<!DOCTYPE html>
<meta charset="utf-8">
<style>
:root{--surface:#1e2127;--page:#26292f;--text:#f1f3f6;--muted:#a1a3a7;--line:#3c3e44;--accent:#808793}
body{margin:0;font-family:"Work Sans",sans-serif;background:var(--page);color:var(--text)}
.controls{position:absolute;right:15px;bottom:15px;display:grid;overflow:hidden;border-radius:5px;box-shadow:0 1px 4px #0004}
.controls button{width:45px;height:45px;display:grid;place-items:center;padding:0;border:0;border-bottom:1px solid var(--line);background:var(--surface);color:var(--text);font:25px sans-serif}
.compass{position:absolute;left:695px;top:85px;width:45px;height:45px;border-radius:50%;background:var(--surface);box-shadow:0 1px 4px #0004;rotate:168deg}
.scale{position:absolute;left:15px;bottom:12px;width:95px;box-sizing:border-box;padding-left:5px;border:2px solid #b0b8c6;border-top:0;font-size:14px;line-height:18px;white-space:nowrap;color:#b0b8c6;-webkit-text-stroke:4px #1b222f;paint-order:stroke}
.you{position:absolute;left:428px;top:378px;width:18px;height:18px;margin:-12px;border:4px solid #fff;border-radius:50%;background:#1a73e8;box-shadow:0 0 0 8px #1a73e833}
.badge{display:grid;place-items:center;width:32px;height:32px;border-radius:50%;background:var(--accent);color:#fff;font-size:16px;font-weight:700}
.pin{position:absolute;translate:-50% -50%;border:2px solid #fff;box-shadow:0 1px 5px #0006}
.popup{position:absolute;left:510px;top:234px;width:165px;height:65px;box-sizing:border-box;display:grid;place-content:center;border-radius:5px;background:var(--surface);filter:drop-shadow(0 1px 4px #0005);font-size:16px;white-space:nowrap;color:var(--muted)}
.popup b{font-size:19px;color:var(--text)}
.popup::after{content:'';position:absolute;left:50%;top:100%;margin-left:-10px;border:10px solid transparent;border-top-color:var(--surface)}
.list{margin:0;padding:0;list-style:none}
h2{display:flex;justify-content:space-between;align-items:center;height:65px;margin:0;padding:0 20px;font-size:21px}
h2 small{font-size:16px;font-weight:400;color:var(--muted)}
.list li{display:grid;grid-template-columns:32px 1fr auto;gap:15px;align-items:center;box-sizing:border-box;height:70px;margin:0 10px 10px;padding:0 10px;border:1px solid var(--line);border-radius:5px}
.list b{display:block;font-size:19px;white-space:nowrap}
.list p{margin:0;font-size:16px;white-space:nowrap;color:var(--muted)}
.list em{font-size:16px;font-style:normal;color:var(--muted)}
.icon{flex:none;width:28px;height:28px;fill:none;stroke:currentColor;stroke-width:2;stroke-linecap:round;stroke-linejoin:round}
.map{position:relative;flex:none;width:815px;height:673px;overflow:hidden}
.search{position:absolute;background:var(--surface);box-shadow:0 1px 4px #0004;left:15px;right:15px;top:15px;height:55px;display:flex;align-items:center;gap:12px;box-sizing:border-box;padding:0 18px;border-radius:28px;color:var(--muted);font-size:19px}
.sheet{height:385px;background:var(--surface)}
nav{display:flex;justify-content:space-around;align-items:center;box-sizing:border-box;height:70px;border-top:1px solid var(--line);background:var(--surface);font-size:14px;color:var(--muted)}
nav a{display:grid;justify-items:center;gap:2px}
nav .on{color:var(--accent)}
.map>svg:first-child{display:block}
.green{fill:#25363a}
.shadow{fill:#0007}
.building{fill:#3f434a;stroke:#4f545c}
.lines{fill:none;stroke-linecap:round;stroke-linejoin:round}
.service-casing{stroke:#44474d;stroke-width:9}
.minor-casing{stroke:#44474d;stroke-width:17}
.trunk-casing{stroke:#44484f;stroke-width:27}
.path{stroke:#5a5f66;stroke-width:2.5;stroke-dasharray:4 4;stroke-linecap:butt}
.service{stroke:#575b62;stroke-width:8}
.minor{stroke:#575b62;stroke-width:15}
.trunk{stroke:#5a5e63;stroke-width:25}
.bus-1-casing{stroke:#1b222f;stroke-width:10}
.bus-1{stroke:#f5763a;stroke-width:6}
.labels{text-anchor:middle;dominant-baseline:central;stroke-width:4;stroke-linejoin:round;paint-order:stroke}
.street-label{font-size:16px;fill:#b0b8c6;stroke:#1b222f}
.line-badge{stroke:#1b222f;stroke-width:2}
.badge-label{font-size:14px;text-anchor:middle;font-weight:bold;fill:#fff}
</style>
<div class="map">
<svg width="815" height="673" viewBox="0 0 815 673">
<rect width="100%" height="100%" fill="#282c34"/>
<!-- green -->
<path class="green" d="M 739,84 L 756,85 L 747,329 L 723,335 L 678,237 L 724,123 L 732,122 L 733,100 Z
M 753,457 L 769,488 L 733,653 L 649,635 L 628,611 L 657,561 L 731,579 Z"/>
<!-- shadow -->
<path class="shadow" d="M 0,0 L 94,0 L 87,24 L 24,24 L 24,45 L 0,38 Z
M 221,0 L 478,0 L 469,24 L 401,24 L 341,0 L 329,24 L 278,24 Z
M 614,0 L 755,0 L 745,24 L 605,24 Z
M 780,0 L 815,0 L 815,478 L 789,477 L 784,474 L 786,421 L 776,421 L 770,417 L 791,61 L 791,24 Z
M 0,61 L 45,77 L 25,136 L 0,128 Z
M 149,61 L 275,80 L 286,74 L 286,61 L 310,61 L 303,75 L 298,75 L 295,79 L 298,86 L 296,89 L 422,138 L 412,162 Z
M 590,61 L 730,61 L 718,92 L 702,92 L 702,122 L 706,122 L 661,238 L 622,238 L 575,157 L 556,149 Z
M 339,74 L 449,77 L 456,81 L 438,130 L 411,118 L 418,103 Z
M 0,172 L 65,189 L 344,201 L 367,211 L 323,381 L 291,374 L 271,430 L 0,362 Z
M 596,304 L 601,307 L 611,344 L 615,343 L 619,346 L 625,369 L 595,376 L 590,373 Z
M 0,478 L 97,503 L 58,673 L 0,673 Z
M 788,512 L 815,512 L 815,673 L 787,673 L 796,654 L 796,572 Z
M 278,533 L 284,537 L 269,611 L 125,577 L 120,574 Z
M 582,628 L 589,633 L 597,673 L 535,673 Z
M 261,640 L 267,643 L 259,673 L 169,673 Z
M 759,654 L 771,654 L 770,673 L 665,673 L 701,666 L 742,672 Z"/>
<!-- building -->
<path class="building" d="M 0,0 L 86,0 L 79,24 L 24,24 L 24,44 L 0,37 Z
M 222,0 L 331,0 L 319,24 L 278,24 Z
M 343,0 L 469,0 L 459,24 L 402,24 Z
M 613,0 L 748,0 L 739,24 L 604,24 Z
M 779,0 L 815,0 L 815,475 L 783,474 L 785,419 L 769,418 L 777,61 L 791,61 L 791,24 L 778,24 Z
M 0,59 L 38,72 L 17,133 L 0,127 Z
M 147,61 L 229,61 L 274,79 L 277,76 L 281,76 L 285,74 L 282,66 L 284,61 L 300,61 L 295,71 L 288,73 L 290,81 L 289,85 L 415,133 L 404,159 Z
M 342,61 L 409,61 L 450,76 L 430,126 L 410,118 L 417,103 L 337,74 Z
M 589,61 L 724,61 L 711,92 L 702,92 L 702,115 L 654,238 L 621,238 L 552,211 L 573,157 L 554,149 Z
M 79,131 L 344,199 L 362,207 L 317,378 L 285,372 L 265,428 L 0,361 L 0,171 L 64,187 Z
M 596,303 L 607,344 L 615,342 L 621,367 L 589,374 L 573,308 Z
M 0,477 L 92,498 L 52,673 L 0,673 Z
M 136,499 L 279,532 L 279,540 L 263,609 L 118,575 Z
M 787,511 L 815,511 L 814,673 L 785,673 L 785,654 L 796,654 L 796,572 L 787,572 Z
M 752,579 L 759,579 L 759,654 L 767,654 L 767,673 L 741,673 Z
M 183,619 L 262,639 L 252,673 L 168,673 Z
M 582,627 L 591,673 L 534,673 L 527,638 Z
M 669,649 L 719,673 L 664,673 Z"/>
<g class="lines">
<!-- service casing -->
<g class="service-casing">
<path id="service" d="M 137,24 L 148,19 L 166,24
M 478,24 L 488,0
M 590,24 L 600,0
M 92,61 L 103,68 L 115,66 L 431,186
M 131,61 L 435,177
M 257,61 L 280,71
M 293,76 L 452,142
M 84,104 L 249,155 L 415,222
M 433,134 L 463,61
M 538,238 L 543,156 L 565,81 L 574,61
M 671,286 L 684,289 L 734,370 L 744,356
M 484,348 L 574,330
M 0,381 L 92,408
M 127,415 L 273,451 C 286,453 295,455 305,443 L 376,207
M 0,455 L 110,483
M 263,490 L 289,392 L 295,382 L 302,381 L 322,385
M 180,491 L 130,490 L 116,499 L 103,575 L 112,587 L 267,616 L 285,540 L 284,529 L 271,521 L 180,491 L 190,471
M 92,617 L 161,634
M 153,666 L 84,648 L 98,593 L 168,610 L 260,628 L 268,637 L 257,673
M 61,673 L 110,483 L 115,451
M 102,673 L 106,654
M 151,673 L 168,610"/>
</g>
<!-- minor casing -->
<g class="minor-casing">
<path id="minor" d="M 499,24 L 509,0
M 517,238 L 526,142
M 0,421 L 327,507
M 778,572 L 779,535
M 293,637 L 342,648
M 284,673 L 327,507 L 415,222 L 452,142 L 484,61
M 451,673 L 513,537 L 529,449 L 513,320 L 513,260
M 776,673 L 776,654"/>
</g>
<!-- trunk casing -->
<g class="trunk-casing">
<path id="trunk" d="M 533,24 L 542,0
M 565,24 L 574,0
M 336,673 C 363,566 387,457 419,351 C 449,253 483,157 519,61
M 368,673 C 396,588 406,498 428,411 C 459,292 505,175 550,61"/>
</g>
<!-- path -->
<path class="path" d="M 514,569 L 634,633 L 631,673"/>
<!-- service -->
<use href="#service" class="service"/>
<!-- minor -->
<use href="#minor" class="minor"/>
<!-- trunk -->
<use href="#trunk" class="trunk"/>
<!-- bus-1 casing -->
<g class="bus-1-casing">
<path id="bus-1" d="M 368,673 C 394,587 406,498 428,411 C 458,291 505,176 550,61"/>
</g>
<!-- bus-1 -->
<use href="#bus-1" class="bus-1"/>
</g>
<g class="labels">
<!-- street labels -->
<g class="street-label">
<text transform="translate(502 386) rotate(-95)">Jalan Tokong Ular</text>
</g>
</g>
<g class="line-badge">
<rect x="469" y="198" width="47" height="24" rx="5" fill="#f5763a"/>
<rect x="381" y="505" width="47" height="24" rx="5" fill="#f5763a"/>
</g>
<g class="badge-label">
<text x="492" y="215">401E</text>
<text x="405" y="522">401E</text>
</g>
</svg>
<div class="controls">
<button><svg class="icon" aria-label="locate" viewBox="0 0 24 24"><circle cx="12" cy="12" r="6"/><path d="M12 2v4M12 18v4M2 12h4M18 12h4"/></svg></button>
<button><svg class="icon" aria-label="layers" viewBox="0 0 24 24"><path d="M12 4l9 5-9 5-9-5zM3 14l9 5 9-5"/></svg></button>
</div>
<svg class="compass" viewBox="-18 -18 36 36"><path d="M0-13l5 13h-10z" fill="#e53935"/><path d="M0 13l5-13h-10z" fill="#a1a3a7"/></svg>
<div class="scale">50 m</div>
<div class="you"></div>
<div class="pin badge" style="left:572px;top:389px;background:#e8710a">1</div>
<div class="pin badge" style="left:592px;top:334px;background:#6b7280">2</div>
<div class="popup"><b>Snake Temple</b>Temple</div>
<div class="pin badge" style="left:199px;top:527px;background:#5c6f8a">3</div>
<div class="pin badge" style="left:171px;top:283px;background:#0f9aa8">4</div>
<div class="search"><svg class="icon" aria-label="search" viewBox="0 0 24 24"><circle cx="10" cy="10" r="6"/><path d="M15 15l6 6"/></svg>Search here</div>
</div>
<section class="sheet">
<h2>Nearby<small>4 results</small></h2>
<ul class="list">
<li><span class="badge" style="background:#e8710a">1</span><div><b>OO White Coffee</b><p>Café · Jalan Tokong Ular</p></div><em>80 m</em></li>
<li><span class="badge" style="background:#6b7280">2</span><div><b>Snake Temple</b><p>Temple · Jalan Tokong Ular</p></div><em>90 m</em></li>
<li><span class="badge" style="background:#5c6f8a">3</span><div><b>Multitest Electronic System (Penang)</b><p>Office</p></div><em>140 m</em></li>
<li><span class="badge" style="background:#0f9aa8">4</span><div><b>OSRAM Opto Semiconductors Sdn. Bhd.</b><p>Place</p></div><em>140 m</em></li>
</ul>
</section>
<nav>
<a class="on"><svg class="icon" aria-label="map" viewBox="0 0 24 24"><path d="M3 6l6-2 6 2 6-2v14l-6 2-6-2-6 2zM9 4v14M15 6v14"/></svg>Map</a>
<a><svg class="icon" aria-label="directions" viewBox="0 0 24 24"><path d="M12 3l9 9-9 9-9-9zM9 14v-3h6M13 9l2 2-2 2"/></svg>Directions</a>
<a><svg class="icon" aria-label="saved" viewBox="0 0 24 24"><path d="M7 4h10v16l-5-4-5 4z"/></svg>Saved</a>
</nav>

::::::::::

(What to produce) Only a number belongs in the answer: state how many lines of the entries above hold "sans".

(Output for this exercise) 2